Proceeds from the event will go to the Whistler Blackcomb Foundation. The unique event is the brainchild of André Saint-Jacques and his team at the Bearfoot Bistro. Saint-Jacques calls the event, scheduled for Saturday, June 28, a "dinner with altitude." Tickets for the event are on sale now at an all-inclusive cost of $7,500 per cabin of up to ten people. The price includes lift tickets to get up Blackcomb Mountain, a champagne cocktail party before dinner, a six-course dinner served high above the gap between the mountains, downloading on the Whistler Village Gondola and a party at the Bearfoot Bistro to end the evening.
"It's a pretty cool concept," says Saint-Jacques of a dinner that will require two satellite kitchens.
Each gondola station will have a team of servers and a clearing team. Saint-Jacques says the first course will be set up on the Whistler side. The diners standing by at Blackcomb will settle in for the first course and enjoy the second and third courses in the gondola cabin as the summer sun sets. The fourth course is to be served on solid ground. The Skyhigh diners will have their final two courses in gondola cabins.

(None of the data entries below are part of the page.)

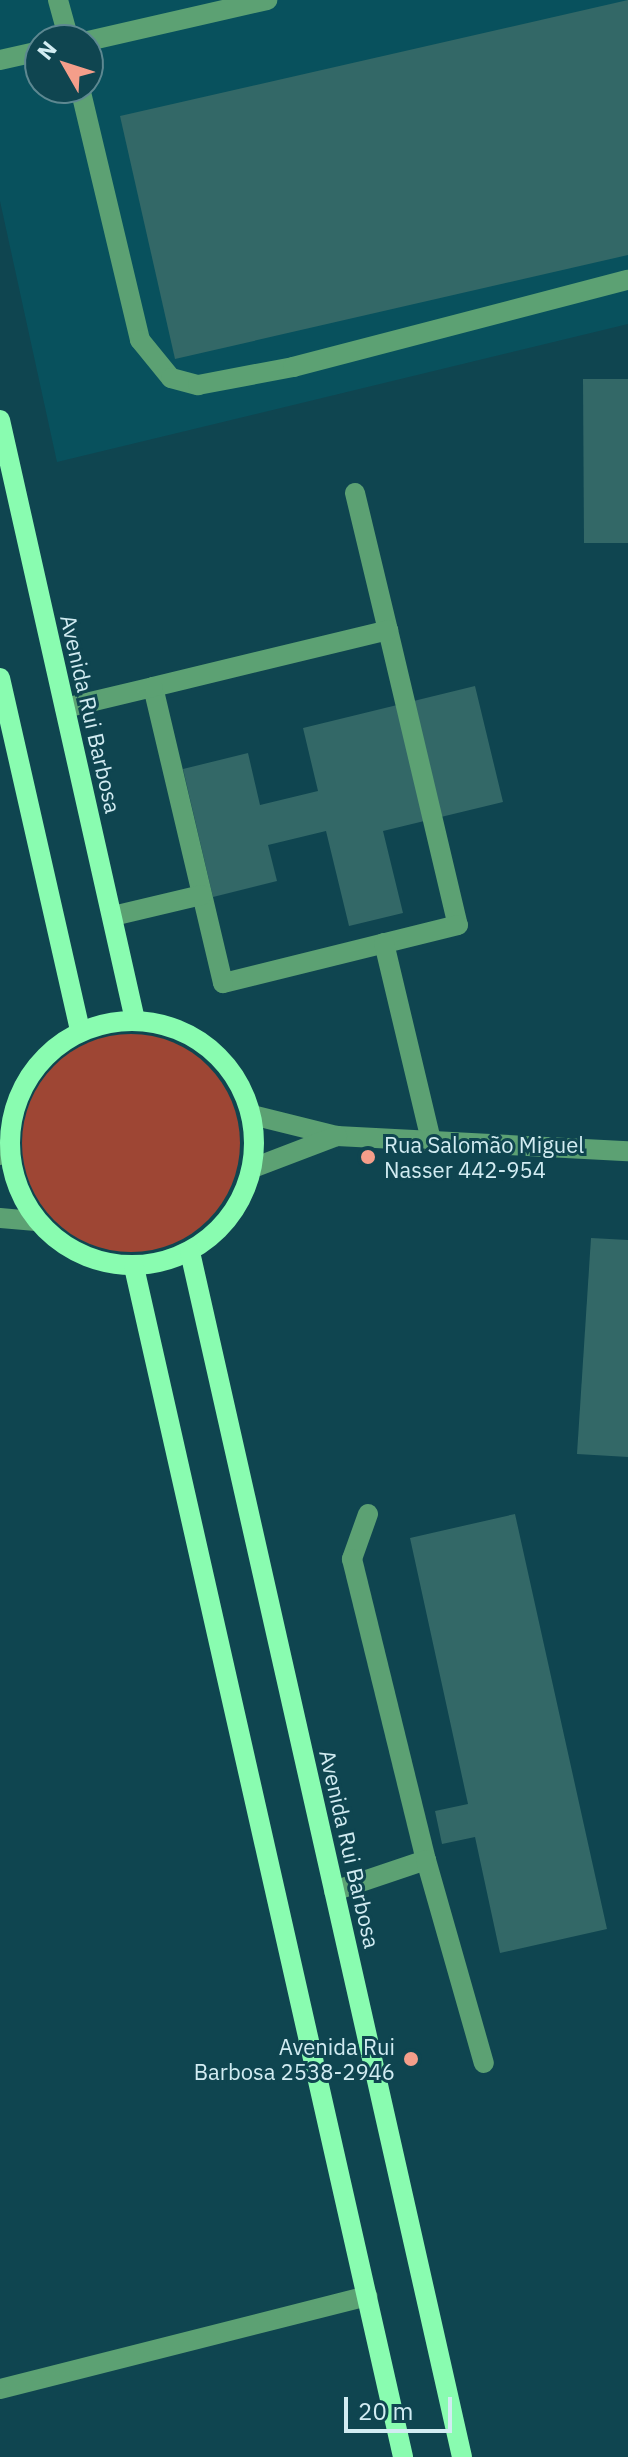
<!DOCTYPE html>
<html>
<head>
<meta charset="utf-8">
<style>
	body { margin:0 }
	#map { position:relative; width:628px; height:2457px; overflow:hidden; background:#0f4550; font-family:"IBM Plex Sans",sans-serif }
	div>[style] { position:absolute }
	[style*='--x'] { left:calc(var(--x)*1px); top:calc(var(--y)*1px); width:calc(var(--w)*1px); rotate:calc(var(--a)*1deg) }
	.built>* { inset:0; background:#08515d }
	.green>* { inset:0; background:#9e4634 }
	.round { border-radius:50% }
	.building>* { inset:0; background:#336867 }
	.minor>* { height:20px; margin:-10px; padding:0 10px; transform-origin:10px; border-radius:10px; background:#5ca173 }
	.major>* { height:20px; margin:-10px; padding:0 10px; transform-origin:10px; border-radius:10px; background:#89fcb0 }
	.major>.ring { margin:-10px; padding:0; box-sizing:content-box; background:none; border:20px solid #89fcb0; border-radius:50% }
	.dots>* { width:22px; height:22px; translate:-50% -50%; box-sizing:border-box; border:4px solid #0f4550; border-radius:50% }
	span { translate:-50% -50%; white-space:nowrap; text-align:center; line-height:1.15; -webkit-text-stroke:6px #0f4550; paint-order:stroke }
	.street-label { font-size:22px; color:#d2ecf2 }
	.poi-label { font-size:22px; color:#d2ecf2 }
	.left { translate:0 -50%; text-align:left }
	.right { translate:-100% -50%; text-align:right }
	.north { position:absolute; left:24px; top:24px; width:80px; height:80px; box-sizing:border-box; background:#0f4550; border:2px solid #5d8891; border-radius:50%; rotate:309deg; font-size:22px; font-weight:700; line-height:32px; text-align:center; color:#d2ecf2 }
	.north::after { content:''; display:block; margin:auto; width:28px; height:36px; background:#f49e8a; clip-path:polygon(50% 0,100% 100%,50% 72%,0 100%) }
	.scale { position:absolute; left:344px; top:2397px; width:108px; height:36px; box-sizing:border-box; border:4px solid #d2ecf2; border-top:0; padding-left:10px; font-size:24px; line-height:28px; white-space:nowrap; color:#d2ecf2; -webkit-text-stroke:6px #0f4550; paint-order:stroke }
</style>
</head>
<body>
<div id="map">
	<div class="built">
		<div style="clip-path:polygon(evenodd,0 0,628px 0,628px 324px,57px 462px,0 201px,0 0,40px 40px,88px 40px,88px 88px,40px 88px,40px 40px)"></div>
	</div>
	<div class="green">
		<div class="round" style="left:22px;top:1034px;width:218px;height:218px"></div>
	</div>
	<div class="building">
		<div style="clip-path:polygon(628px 0,628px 255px,175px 359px,120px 116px)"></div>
		<div style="clip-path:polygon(583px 379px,628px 379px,628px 543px,584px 543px)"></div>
		<div style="clip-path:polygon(475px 686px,503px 802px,383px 831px,403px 913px,349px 926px,326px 831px,268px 845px,277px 881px,213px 897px,183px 769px,248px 753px,260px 805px,318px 791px,303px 728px)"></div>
		<div style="clip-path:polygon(591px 1238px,628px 1240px,628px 1457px,577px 1454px)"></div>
		<div style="clip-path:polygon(515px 1514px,607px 1929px,500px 1953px,475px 1837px,442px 1844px,435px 1811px,468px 1804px,410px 1538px)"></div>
	</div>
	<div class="minor">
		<div style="--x:58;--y:0;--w:41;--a:74.6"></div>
		<div style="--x:88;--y:41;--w:184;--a:-12.9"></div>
		<div style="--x:0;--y:60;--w:41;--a:-12.7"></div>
		<div style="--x:80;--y:88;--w:259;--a:76.6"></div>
		<div style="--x:140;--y:340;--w:49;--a:50.8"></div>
		<div style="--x:171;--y:378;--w:28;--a:15"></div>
		<div style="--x:198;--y:385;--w:97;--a:-10.7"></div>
		<div style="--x:293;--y:367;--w:346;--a:-14.6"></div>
		<div style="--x:355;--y:493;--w:141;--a:76.5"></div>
		<div style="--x:388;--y:630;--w:303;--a:76.7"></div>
		<div style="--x:458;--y:925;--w:242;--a:166.1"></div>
		<div style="--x:223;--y:983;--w:304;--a:-103.3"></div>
		<div style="--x:153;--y:687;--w:242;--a:-13.6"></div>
		<div style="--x:65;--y:708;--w:90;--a:-13.4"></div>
		<div style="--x:113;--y:916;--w:91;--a:-13.3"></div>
		<div style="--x:384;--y:943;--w:203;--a:76.6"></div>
		<div style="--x:252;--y:1115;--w:88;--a:13.9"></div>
		<div style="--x:337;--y:1136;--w:291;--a:3"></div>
		<div style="--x:0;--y:1155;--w:13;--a:-48"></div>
		<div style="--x:253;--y:1168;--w:90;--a:-20.9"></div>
		<div style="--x:0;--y:1218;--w:36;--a:5"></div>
		<div style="--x:368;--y:1514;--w:48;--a:109.6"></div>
		<div style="--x:352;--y:1559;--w:310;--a:76.2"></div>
		<div style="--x:334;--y:1891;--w:97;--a:-18.6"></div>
		<div style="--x:426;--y:1860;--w:211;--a:74.1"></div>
		<div style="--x:0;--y:2389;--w:379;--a:-14.2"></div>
	</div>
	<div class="major">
		<div style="--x:0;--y:420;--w:615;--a:77.32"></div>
		<div style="--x:0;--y:678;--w:361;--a:77.2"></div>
		<div class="ring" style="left:10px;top:1021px;width:224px;height:224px"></div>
		<div style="--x:190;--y:1252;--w:1235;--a:77.28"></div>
		<div style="--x:134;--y:1267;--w:1220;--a:77.26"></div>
	</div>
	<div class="dots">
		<div style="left:368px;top:1157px;background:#f49e8a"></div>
		<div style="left:411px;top:2059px;background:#f49e8a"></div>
	</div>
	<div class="street-label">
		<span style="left:91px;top:714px;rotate:77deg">Avenida Rui Barbosa</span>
		<span style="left:350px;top:1849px;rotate:77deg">Avenida Rui Barbosa</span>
	</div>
	<div class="poi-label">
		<span class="left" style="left:384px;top:1157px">Rua Salomão Miguel<br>Nasser 442-954</span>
		<span class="right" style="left:395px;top:2059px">Avenida Rui<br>Barbosa 2538-2946</span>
	</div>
	<div class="north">N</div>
	<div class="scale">20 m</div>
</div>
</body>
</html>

"You are up sky high and everything needs to match that," says Mei McCurdy, the WB Foundation executive director. "Everything just has to match that. You're going to get unmatched views so we want the food and the experience to match that, totally."
Saint-Jacques was looking for a new special-event challenge and from the early days of the Peak 2 Peak, McCurdy was thinking about how a food event could work using the new attraction.
"André, of course, is so passionate and the Bearfoot is one of our best restaurants in Whistler. It was a really great partnership and it fit right away," McCurdy says.
Saint-Jacques was thinking about doing another event on a glacier, but that idea was scrapped as unoriginal.
"We were looking at trying to do something different than a Feast of Fields because we've done it, and everyone is doing it, so we're doing something different in the summer," he says.
He adds that the Bearfoot Bistro executive chef, Melissa Craig, is already imagining the event.
"I said yes before consulting with her but I know she's going to pull it off," says Saint-Jacques.
"Melissa has a lot of chef friends that said they will lend a hand if she needs some additional help."
The event is expected to sell out — tickets are available through the Bearfoot Bistro and Whistler Blackcomb.